§ WORK TASK:
In the entries below, find the line with "M2330,114h11v66h-26v-48h16z" and the line with "M88,1043l31,14 -36,81 -66,-29 13,-28 34,15z". Reproduce those two lines and every line between them exactly, and nothing more.

*-*-*

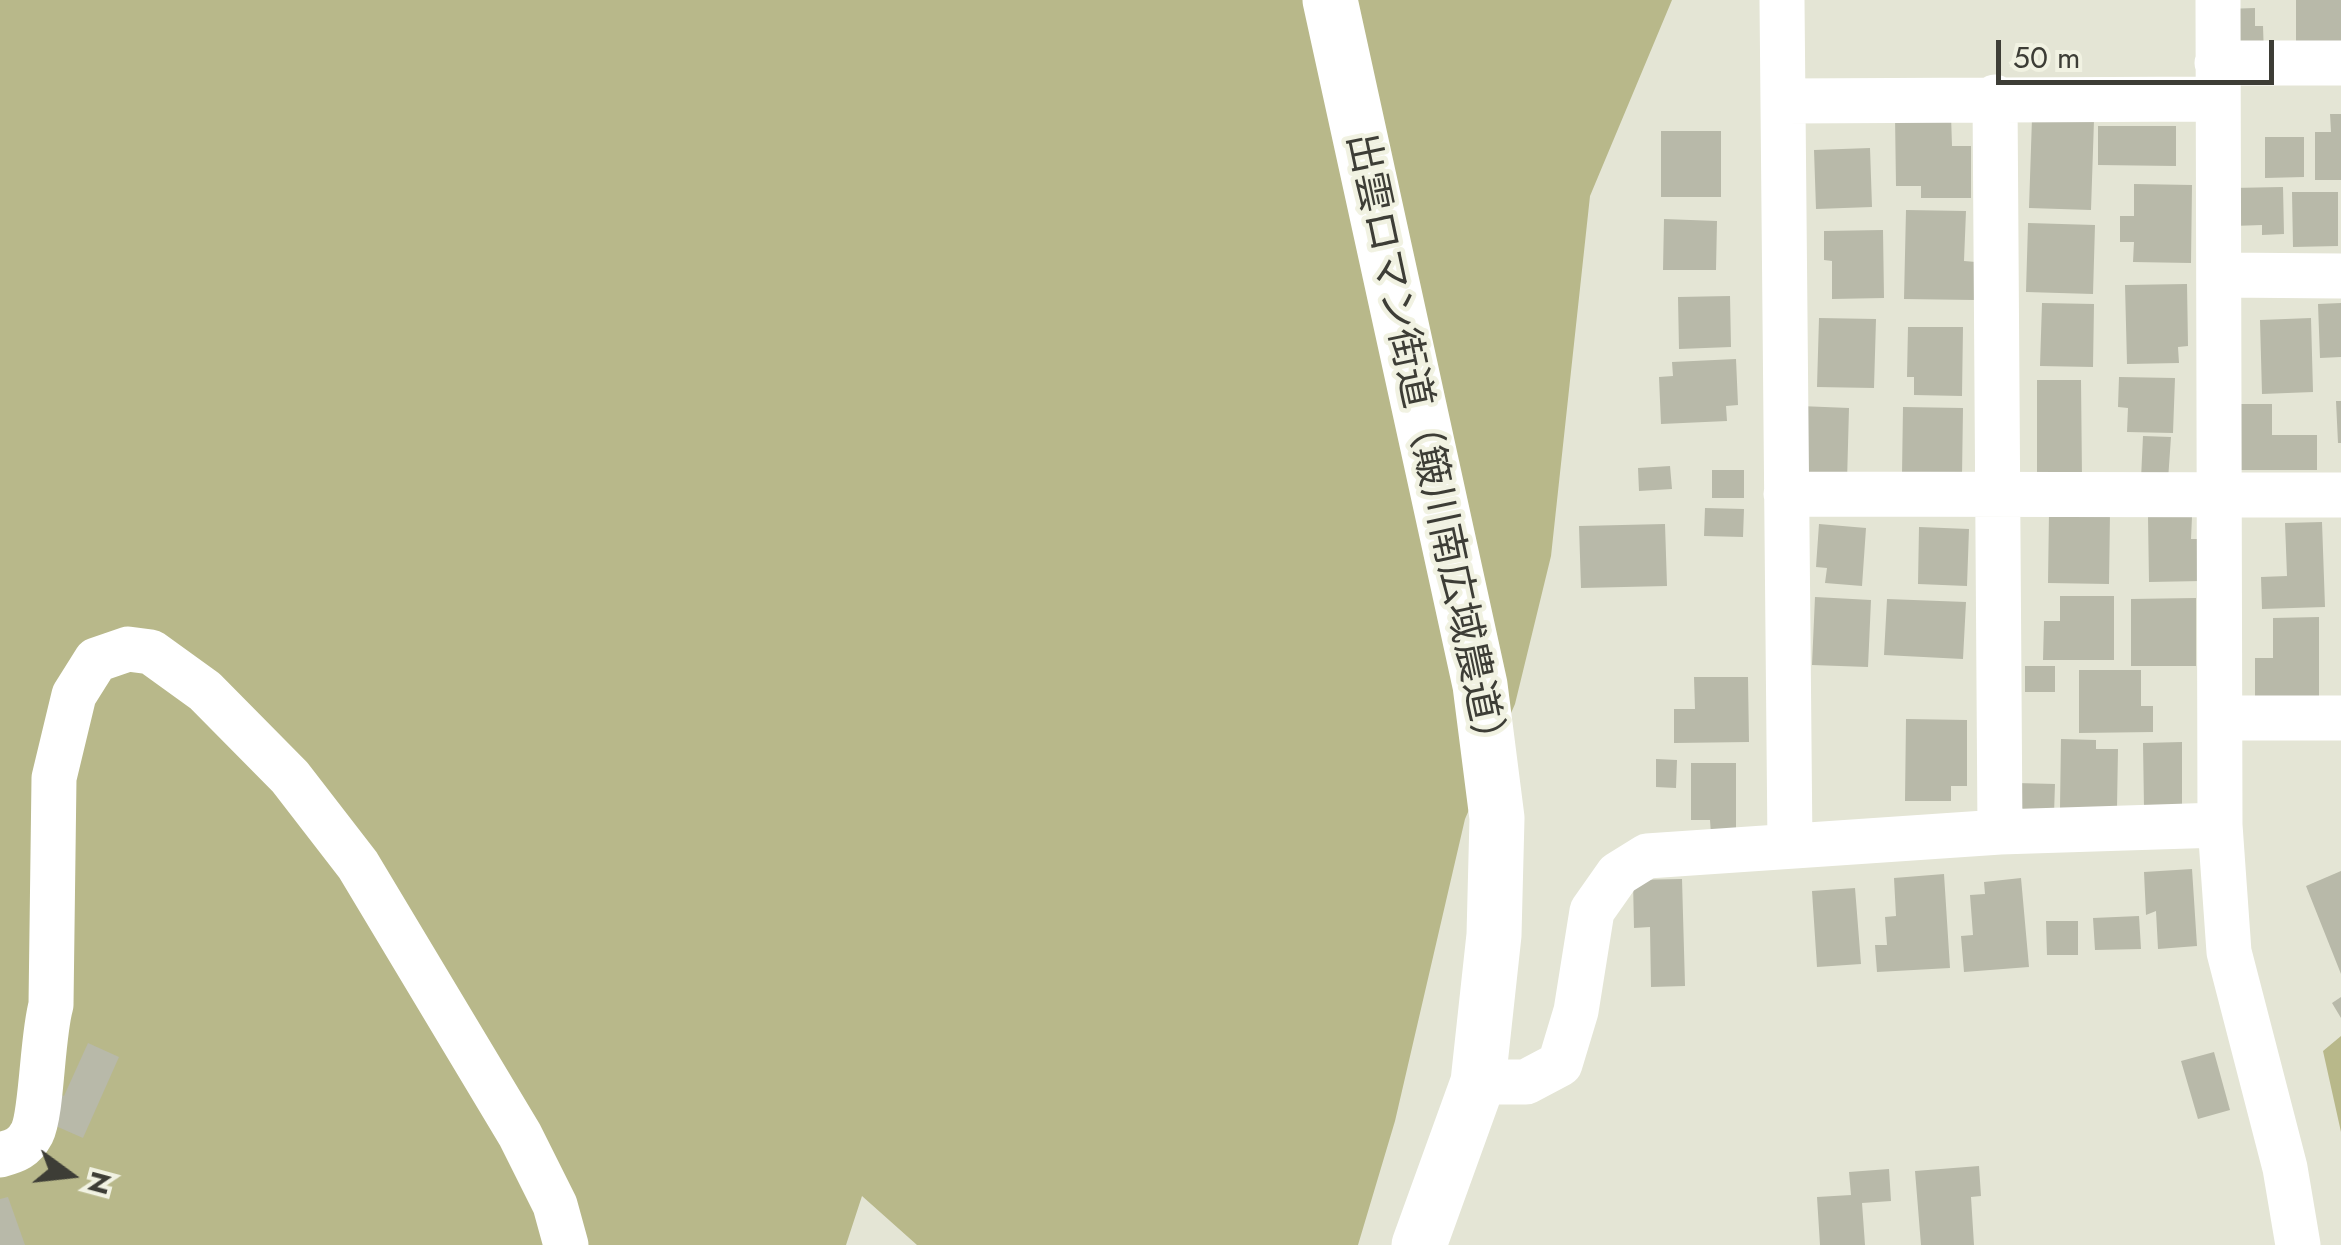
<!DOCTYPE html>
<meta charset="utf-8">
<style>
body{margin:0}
#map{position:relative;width:2341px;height:1245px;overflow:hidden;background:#e4e5d5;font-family:Jost,sans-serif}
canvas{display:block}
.north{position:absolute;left:20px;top:1125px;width:100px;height:100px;-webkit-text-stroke:8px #f1f2e2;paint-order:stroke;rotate:105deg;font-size:28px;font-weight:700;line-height:40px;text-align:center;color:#3d3d36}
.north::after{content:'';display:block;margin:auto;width:35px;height:45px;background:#3d3d36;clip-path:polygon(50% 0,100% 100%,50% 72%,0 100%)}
.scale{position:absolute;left:1996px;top:40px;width:278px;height:45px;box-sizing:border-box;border:5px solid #3d3d36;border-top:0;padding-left:12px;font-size:30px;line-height:35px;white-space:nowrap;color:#3d3d36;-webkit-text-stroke:8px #f1f2e2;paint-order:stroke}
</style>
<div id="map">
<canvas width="2341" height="1245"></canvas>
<div class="north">N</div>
<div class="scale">50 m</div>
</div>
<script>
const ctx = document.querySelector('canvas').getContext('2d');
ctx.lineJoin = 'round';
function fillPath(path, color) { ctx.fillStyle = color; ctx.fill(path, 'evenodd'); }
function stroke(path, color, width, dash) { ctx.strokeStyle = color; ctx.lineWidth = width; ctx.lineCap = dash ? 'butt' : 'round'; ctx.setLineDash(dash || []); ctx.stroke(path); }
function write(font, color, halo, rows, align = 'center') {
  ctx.font = font + ' Jost,"Noto Sans JP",sans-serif'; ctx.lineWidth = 9; ctx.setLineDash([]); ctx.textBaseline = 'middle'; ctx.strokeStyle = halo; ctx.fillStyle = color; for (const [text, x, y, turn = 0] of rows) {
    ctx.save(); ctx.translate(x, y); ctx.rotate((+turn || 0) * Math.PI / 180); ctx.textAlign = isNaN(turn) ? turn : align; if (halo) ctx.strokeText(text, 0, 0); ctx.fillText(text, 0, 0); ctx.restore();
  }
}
const green = new Path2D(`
 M0,0h1672l-82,196 -39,360 -36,148 -50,115 -70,302 -37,124h-441l-55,-49 -16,49h-846z
 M2341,1036v96l-18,-81z`);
const building = new Path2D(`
 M2296,0h45v45l-45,1z
 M2255,8v18h8l1,30 -36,2 -2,-49z
 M2330,114h11v66h-26v-48h16z
 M1951,115l1,31h19v52h-50v-12h-25l-1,-70z
 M2032,118l62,2 -3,90 -62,-2z
 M2098,126h78v40l-78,-1z
 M1661,131h60v66h-60z
 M2265,137h39v40l-39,1z
 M1870,148l2,59 -56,2 -2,-59z
 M2134,184l58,1 -1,78 -58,-1 1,-20h-14v-26h14z
 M2283,187l1,47 -22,1v-10l-29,1 -1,-38z
 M2292,192h46v54l-45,1z
 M1906,210l60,1 -2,50 12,1 -1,38 -71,-1z
 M1664,219l53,2 -1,49h-53z
 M2028,223l67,2 -2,69 -67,-2z
 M1883,230l1,68 -52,1v-38l-8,-1v-29z
 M2187,284l1,62 -10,1 1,16 -52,1 -2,-79z
 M1730,296l1,51 -52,2 -1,-52z
 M2042,303l52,1 -1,63 -53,-1z
 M2341,303v54l-21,1 -2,-54z
 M1819,318l57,1 -2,69 -57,-1z
 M2311,318l2,74 -51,2 -2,-74z
 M1908,327h55l-1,69 -48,-1v-18h-7z
 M1736,359l2,46 -12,1 1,15 -66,3 -2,-47 14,-1 -1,-14z
 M2119,377l56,1 -2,55 -46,-1 1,-24 -10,-1z
 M2037,380h44l1,99h-45z
 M2336,401h5v42h-3z
 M2231,404h41v31h45v35h-86z
 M1800,406l49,2 -2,74 -40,-2z
 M1903,407l60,1 -1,68 -60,-1z
 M2143,436l28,1 -3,43 -27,-1z
 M1670,466l2,23 -33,2 -1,-23z
 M1712,470h32v28h-32z
 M1705,508l39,1 -1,28 -39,-1z
 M2049,512l61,1 -1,71 -61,-1z
 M2148,517h44l-1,22h11v42l-53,1z
 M2322,522l3,85 -63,2 -1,-32 26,-1 -2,-53z
 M1665,524l2,62 -86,2 -2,-62z
 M1819,524l47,4 -4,58 -37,-3 2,-15 -11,-1z
 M1919,527l50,2 -2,57 -49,-2z
 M2060,596h54v64h-71l1,-39h16z
 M1815,597l56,3 -3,67 -56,-2z
 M2196,598v68h-65v-67z
 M1887,599l79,3 -3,57 -79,-4z
 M2319,617v79l-64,1v-39h18v-40z
 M2025,666h30v26h-30z
 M2079,670h62v36h12v26l-74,1z
 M1694,677h54l1,65 -75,1v-34h21z
 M1906,719l61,1v66h-16v15h-46z
 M2061,739l35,1v9h22l-1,59h-57z
 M2182,742v65l-38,1 -1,-65z
 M1656,759l21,1 -1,28 -20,-1z
 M1691,763h45v72h-25l-1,-15h-19z
 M2016,783l39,1 -1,30 -30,-1 -10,-9z
 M2192,869l5,77 -39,3 -2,-38 -10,4 -2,-43z
 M2341,871v103l-35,-88z
 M1944,874l6,94 -73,4 -2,-27h12l-2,-28 11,-1 -2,-38z
 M2021,878l8,89 -65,5 -3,-36 12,-1 -3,-40 15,-1 -1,-12z
 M1682,879l3,107 -34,1 -1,-60 -16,1 -1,-48z
 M1855,888l6,76 -44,3 -5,-76z
 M2139,916l2,33 -46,1 -2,-32z
 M2046,921h32v34h-31z
 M2341,997v21l-9,-15z
 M88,1043l31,14 -36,81 -66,-29 13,-28 34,15z
 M2214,1052l16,58 -32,9 -17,-58z
 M1979,1166l2,30 -10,1 3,48h-53l-6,-74z
 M1889,1169l2,32 -29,2 3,42h-45l-3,-48 34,-2 -2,-23z
 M8,1197l17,48h-25v-46z`);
const minor = new Path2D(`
 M1782,0l8,846
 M2218,0l2,825 9,127 56,216 13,77
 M2217,63h124
 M1995,97l5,735
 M1784,101l433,-2
 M2222,275l119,1
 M1786,494l555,1
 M2223,718h118
 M1478,1082h48l34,-18 16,-53 16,-100 26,-37 29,-18 353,-24 220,-7
 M0,1155c15,-4 24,-7 32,-22 10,-20 10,-97 19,-128l3,-227 20,-83 22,-35 32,-11 23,3 54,39 85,86 68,88 162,270 35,70 11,40`);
const tertiary = new Path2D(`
 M1330,0l150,685 17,133 -3,117 -16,147 -59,163`);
const streetNames = [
 ["出雲ロマン街道（簸川南広域農道）",1424,447,78]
];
fillPath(green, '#b8b88a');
fillPath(building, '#b8b9a9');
stroke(minor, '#fff', 45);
stroke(tertiary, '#fff', 55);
write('40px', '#3d3d36', '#f1f2e2', streetNames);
</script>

*-*-*

§ COMPLETED EXERCISE:
 M2330,114h11v66h-26v-48h16z
 M1951,115l1,31h19v52h-50v-12h-25l-1,-70z
 M2032,118l62,2 -3,90 -62,-2z
 M2098,126h78v40l-78,-1z
 M1661,131h60v66h-60z
 M2265,137h39v40l-39,1z
 M1870,148l2,59 -56,2 -2,-59z
 M2134,184l58,1 -1,78 -58,-1 1,-20h-14v-26h14z
 M2283,187l1,47 -22,1v-10l-29,1 -1,-38z
 M2292,192h46v54l-45,1z
 M1906,210l60,1 -2,50 12,1 -1,38 -71,-1z
 M1664,219l53,2 -1,49h-53z
 M2028,223l67,2 -2,69 -67,-2z
 M1883,230l1,68 -52,1v-38l-8,-1v-29z
 M2187,284l1,62 -10,1 1,16 -52,1 -2,-79z
 M1730,296l1,51 -52,2 -1,-52z
 M2042,303l52,1 -1,63 -53,-1z
 M2341,303v54l-21,1 -2,-54z
 M1819,318l57,1 -2,69 -57,-1z
 M2311,318l2,74 -51,2 -2,-74z
 M1908,327h55l-1,69 -48,-1v-18h-7z
 M1736,359l2,46 -12,1 1,15 -66,3 -2,-47 14,-1 -1,-14z
 M2119,377l56,1 -2,55 -46,-1 1,-24 -10,-1z
 M2037,380h44l1,99h-45z
 M2336,401h5v42h-3z
 M2231,404h41v31h45v35h-86z
 M1800,406l49,2 -2,74 -40,-2z
 M1903,407l60,1 -1,68 -60,-1z
 M2143,436l28,1 -3,43 -27,-1z
 M1670,466l2,23 -33,2 -1,-23z
 M1712,470h32v28h-32z
 M1705,508l39,1 -1,28 -39,-1z
 M2049,512l61,1 -1,71 -61,-1z
 M2148,517h44l-1,22h11v42l-53,1z
 M2322,522l3,85 -63,2 -1,-32 26,-1 -2,-53z
 M1665,524l2,62 -86,2 -2,-62z
 M1819,524l47,4 -4,58 -37,-3 2,-15 -11,-1z
 M1919,527l50,2 -2,57 -49,-2z
 M2060,596h54v64h-71l1,-39h16z
 M1815,597l56,3 -3,67 -56,-2z
 M2196,598v68h-65v-67z
 M1887,599l79,3 -3,57 -79,-4z
 M2319,617v79l-64,1v-39h18v-40z
 M2025,666h30v26h-30z
 M2079,670h62v36h12v26l-74,1z
 M1694,677h54l1,65 -75,1v-34h21z
 M1906,719l61,1v66h-16v15h-46z
 M2061,739l35,1v9h22l-1,59h-57z
 M2182,742v65l-38,1 -1,-65z
 M1656,759l21,1 -1,28 -20,-1z
 M1691,763h45v72h-25l-1,-15h-19z
 M2016,783l39,1 -1,30 -30,-1 -10,-9z
 M2192,869l5,77 -39,3 -2,-38 -10,4 -2,-43z
 M2341,871v103l-35,-88z
 M1944,874l6,94 -73,4 -2,-27h12l-2,-28 11,-1 -2,-38z
 M2021,878l8,89 -65,5 -3,-36 12,-1 -3,-40 15,-1 -1,-12z
 M1682,879l3,107 -34,1 -1,-60 -16,1 -1,-48z
 M1855,888l6,76 -44,3 -5,-76z
 M2139,916l2,33 -46,1 -2,-32z
 M2046,921h32v34h-31z
 M2341,997v21l-9,-15z
 M88,1043l31,14 -36,81 -66,-29 13,-28 34,15z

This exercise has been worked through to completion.